#### SOURCE RECORDS
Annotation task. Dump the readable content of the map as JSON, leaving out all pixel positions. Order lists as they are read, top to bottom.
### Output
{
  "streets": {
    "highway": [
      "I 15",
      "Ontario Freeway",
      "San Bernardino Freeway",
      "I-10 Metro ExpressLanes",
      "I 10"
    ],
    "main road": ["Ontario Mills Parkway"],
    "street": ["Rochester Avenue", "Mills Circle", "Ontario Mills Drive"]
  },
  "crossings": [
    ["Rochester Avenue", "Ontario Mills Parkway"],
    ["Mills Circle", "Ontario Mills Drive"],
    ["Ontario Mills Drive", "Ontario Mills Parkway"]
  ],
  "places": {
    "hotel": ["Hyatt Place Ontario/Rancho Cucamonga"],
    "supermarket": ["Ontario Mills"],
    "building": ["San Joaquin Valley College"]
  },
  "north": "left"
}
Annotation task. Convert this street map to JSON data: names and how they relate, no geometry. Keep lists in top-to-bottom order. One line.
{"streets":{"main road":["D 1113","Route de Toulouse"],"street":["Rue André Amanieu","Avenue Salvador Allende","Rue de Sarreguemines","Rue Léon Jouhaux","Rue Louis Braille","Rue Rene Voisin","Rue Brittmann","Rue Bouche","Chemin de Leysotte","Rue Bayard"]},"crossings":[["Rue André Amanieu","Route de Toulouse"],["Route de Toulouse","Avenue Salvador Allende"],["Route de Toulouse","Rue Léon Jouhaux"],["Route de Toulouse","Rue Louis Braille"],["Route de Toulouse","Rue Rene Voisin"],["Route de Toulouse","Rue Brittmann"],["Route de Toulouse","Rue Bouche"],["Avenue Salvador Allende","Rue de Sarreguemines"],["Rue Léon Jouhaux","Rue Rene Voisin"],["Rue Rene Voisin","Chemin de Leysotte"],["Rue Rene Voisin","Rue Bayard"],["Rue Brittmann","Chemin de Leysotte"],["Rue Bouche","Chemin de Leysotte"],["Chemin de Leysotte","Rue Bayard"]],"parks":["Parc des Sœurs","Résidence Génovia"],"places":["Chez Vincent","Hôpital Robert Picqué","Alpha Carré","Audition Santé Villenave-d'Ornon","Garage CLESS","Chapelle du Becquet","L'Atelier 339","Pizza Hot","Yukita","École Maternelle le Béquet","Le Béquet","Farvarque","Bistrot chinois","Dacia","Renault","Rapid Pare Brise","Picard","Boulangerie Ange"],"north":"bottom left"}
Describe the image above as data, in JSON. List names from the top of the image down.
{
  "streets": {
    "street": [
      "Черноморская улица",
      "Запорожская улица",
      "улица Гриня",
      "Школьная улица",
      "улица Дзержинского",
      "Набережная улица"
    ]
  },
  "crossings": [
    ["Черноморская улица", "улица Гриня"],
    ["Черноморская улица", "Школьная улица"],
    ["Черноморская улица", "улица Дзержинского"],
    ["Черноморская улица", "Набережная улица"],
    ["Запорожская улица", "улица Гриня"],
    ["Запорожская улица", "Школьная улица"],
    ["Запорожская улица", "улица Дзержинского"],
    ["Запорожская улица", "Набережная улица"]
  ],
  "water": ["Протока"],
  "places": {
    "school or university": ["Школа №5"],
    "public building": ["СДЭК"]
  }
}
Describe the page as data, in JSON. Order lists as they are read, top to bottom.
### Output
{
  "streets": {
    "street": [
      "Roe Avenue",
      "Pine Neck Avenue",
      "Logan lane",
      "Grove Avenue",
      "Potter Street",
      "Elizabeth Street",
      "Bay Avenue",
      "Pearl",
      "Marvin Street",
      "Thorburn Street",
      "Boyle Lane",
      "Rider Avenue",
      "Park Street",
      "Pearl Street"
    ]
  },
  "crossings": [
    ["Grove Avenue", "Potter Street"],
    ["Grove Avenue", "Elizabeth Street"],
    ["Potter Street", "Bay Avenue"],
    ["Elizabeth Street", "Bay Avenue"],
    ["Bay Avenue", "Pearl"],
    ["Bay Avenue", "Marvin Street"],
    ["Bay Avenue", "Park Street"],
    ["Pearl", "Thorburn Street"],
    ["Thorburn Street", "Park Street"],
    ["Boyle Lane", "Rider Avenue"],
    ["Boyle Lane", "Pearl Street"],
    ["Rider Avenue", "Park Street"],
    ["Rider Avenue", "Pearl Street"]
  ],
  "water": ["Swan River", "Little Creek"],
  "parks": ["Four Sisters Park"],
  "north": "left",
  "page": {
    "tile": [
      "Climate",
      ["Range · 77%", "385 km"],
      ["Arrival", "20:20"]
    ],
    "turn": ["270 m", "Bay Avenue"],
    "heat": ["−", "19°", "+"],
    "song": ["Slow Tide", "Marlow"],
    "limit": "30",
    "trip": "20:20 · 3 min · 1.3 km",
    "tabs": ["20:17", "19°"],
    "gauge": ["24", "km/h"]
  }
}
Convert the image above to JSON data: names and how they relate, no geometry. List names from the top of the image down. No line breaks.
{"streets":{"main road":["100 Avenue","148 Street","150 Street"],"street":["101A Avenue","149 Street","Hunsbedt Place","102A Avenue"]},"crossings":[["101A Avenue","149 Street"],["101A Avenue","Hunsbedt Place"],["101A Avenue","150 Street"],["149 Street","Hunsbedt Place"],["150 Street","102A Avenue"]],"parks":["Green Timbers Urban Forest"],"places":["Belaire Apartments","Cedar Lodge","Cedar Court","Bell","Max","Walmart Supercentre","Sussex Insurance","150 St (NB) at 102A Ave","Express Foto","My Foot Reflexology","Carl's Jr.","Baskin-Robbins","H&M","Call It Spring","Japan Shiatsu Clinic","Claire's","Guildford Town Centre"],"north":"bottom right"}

#### GOAL OF THE EXERCISE
A single number is the answer here: how many lines above carry the string "Elizabeth"?

#### EXERCISE RESPONSE
3